WHAT IS NEEDED
Report the tally of lines featuring the word "canvas" in the entries below, without anything else.

BEGIN THE RECORDS

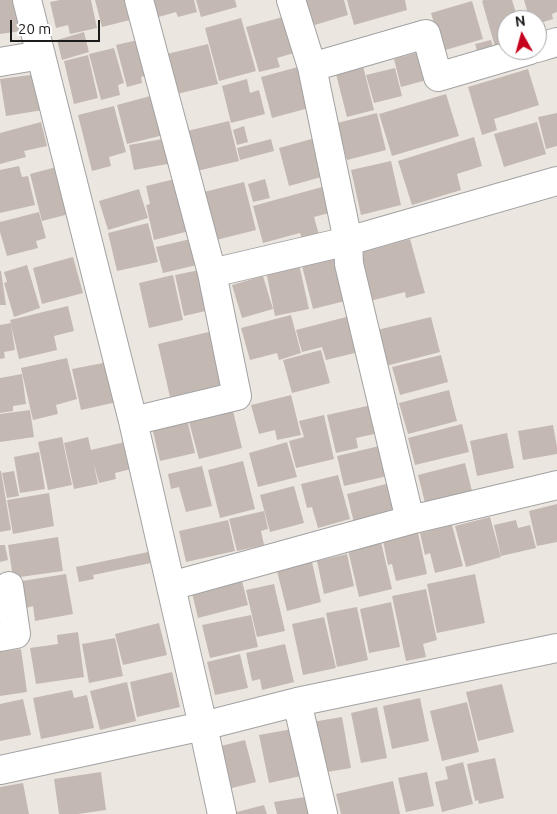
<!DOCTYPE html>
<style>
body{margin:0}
#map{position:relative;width:557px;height:814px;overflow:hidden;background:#ece6e0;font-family:Ubuntu,sans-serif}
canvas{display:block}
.north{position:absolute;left:497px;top:10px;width:50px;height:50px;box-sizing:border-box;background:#fff;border:1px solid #a4a4a4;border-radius:50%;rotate:353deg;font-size:14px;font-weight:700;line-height:20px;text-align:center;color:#1b1b1b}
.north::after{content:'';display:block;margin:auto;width:18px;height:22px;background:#c5001c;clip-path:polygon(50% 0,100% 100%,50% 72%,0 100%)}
.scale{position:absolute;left:10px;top:20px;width:90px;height:22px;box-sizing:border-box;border:2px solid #1b1b1b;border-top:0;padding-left:6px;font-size:15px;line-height:18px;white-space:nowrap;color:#1b1b1b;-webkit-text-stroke:4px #fff;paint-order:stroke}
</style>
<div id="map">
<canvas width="557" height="814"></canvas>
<div class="north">N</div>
<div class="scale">20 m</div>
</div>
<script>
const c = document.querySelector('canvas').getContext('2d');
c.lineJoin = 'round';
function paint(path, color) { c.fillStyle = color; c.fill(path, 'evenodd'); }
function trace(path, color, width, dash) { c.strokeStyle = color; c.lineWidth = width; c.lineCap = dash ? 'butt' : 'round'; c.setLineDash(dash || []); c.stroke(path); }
paint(new Path2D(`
 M 0,0 L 16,0 L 21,31 L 0,34 Z
 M 60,0 L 91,0 L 97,28 L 70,34 L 68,25 L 56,28 L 50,2 Z
 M 95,0 L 124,0 L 130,20 L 102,27 Z
 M 150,0 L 194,0 L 197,12 L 178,17 L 176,12 L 155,18 Z
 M 196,0 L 235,0 L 237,7 L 201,17 Z
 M 300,0 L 344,0 L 348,15 L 308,27 Z
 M 347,0 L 405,0 L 407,10 L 354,25 Z
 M 484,0 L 512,0 L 518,20 L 507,20 L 507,50 L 497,54 L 482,1 Z
 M 524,0 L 557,0 L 557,12 L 552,14 L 553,19 L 537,24 L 537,20 L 530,20 Z
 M 472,1 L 483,39 L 442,51 L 431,13 Z
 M 283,17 L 294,53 L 277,58 L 280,67 L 259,72 L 246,27 Z
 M 241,18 L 256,71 L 219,81 L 205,28 Z
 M 84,32 L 89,52 L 62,60 L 57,40 Z
 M 142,39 L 152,74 L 141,77 L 142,83 L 127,87 L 116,45 Z
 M 491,40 L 496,57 L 480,61 L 475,44 Z
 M 208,44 L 218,84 L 177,94 L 167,54 Z
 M 114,48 L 124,83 L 118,85 L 120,95 L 101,100 L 89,54 Z
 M 419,52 L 427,80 L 401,87 L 394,59 Z
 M 88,55 L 98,98 L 74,104 L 64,61 Z
 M 363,66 L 374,110 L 347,117 L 336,74 Z
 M 298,67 L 309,108 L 272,118 L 261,77 Z
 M 395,68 L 402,96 L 374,103 L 366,75 Z
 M 528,69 L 539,105 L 494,119 L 497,130 L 482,135 L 468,87 Z
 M 38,74 L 43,110 L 6,116 L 0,79 Z
 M 247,79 L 250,93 L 259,90 L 265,114 L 231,123 L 222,86 Z
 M 446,94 L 459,136 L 392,156 L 379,114 Z
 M 154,95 L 164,135 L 127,144 L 117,105 Z
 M 114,106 L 126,152 L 109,157 L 111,166 L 92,171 L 78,115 Z
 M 377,113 L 386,150 L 347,160 L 337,123 Z
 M 557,113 L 557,146 L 546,149 L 538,117 Z
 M 229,121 L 239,161 L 197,171 L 187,131 Z
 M 41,122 L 47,146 L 24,151 L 26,157 L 0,164 L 0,133 Z
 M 537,122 L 546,154 L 504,167 L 494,134 Z
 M 244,126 L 248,142 L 237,145 L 233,130 Z
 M 474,137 L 482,166 L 457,174 L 461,190 L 412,205 L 398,161 Z
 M 168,138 L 173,163 L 134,170 L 129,145 Z
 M 315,138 L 325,176 L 289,186 L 279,148 Z
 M 271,139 L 274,151 L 240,160 L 237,148 Z
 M 391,161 L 401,205 L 361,215 L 351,170 Z
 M 19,166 L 22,177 L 28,176 L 35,205 L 0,213 L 0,170 Z
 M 60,166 L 73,213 L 42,221 L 30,174 Z
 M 179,178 L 193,230 L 154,240 L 146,205 L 150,204 L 146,186 Z
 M 265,179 L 270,198 L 253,202 L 248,184 Z
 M 244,182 L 256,230 L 216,240 L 204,192 Z
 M 322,187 L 329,213 L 314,217 L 319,235 L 302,239 L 300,233 L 263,243 L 253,206 Z
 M 139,189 L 148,218 L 108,230 L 99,201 Z
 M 39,212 L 46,238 L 36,241 L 38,248 L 7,256 L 0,232 L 0,222 Z
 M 148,223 L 158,262 L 117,271 L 108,233 Z
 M 195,238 L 201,264 L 163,273 L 156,247 Z
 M 410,239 L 425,293 L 406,298 L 405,292 L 370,301 L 357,254 Z
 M 73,257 L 83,293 L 42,304 L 33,268 Z
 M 338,257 L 349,300 L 313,309 L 302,266 Z
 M 299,264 L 309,309 L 275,316 L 266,271 Z
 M 27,265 L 40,308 L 14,317 L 4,283 L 7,282 L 4,272 Z
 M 204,269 L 214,309 L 184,316 L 175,275 Z
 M 0,271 L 1,271 L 6,305 L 0,305 Z
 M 173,275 L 183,320 L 149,328 L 139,283 Z
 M 263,276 L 273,309 L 242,318 L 232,285 Z
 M 68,306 L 74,331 L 54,336 L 57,350 L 19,359 L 11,325 L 15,350 L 4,352 L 5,358 L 0,359 L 0,325 L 11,323 L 10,320 Z
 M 291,315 L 301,353 L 279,360 L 277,353 L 250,360 L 241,328 Z
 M 354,315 L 363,351 L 326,360 L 322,347 L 302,352 L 296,330 Z
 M 431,317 L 440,352 L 386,366 L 377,330 Z
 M 217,330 L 229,383 L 170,397 L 158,344 Z
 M 321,350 L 330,383 L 292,393 L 283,360 Z
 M 441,355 L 448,382 L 400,395 L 392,367 Z
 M 67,358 L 77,399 L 56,405 L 58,414 L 33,420 L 21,368 Z
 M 108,362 L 117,402 L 81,410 L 72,369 Z
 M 22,374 L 26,404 L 13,406 L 13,411 L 0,413 L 0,378 Z
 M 449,390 L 457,421 L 408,434 L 399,403 Z
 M 291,395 L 301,435 L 277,440 L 275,430 L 259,434 L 251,405 Z
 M 376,404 L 383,432 L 356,438 L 358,448 L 336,453 L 327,415 Z
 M 232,407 L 242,448 L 199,459 L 188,418 Z
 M 30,410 L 34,437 L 0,442 L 0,414 Z
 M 324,415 L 334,459 L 296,468 L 289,441 L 304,437 L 299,421 Z
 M 187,419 L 195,453 L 160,461 L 152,427 Z
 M 462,424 L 469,452 L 415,465 L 408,438 Z
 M 553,425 L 557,447 L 557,454 L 523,460 L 518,431 Z
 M 507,433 L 514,468 L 477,476 L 470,441 Z
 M 62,437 L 72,485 L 48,490 L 38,442 Z
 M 88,437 L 91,450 L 129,441 L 135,468 L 115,473 L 116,479 L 99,483 L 93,461 L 98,484 L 74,489 L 64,443 Z
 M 287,442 L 297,477 L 258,487 L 249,453 Z
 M 388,444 L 396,474 L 344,486 L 337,456 Z
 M 39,452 L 45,489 L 20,493 L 14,457 Z
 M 243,461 L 255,509 L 220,518 L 208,470 Z
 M 465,463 L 472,491 L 425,503 L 418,475 Z
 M 202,466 L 212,506 L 186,512 L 179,487 L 171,489 L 168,474 Z
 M 0,471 L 1,471 L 11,530 L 0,532 Z
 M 14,471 L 19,496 L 7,498 L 2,473 Z
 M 338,475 L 350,519 L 318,528 L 312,507 L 307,508 L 301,484 Z
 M 390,483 L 398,517 L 355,527 L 347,494 Z
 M 294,486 L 304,523 L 270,532 L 260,495 Z
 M 49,493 L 54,526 L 13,534 L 7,500 Z
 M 557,504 L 557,542 L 537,546 L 529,511 Z
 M 264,511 L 268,529 L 261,531 L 264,545 L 237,551 L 229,519 Z
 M 490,517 L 501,557 L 466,567 L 455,526 Z
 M 228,520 L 235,551 L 186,562 L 179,531 Z
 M 516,520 L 518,528 L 530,525 L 536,548 L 501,556 L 494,525 Z
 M 452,525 L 463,566 L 435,573 L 430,553 L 425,555 L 420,533 Z
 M 418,533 L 427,574 L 396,581 L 392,564 L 388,565 L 383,541 Z
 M 58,537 L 63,571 L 13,578 L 8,545 Z
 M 381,542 L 392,589 L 359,597 L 348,550 Z
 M 0,545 L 5,545 L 8,560 L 0,562 Z
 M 153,551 L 156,562 L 93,575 L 94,579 L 79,582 L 76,567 Z
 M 347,554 L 354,586 L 324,594 L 317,561 Z
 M 312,562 L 321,602 L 287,611 L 277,571 Z
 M 66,574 L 73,614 L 35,621 L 33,606 L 26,608 L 22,581 Z
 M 475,574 L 485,623 L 437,633 L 427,584 Z
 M 241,577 L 248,605 L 198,618 L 191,589 Z
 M 274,584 L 285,631 L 257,637 L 246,590 Z
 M 426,589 L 437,640 L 423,644 L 426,657 L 406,661 L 392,596 Z
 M 391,602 L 400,647 L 369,653 L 360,609 Z
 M 357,607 L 368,660 L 337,667 L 326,613 Z
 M 251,615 L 258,647 L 210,658 L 202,625 Z
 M 324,617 L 336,668 L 303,675 L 292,624 Z
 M 159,623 L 167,655 L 123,665 L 115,634 Z
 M 78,632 L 84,677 L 36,684 L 30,648 L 58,644 L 57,635 Z
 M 115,638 L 123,676 L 89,683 L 82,644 Z
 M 285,644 L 294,682 L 262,690 L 260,679 L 252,681 L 246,653 Z
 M 21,649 L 27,692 L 0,696 L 0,652 Z
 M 240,654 L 248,688 L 215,695 L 207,662 Z
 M 172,672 L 180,707 L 137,717 L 130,682 Z
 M 127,682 L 136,721 L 100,730 L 90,691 Z
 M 502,684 L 514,732 L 478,741 L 466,692 Z
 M 72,690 L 74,698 L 87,695 L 94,728 L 41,739 L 33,698 Z
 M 420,698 L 429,741 L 392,749 L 383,706 Z
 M 23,699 L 31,735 L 0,741 L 0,704 Z
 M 467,702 L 479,752 L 442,761 L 430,711 Z
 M 377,707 L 387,758 L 361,763 L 351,713 Z
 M 342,717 L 351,768 L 321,773 L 312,722 Z
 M 292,729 L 301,776 L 269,783 L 259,735 Z
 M 245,740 L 256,782 L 228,789 L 217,747 Z
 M 495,758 L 504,798 L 479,804 L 478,800 L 475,801 L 467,764 Z
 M 463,762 L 473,804 L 442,812 L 435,782 L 448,779 L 445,767 Z
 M 101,772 L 106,810 L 78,814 L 59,814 L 54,779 Z
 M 427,772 L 434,806 L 406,812 L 398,778 Z
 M 393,781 L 400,814 L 341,814 L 336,794 Z
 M 23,783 L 29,814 L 0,814 L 0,787 Z
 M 305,797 L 308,814 L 277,814 L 274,802 Z
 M 264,805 L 267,814 L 233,814 L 233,813 Z`), '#c4b8b3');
const minor = new Path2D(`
 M 27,0 L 133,421 L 203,726 L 222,814
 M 139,0 L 212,273 L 348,241 L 557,181
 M 291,0 L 312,67
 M 537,48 L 557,42
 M 0,62 L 41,55
 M 133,421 L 237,396 L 212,273
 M 410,520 L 349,264 L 348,241 L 312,67 L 426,34 L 438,77 L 530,50
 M 171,586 L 410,520 L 557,485
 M 0,637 L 16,634 L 9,586
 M 297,702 L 323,814
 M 0,770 L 203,726 L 297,702 L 557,648`);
trace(minor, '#a2a2a2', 30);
trace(minor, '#fff', 28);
</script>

END THE RECORDS

RESULT OF THE TASK
3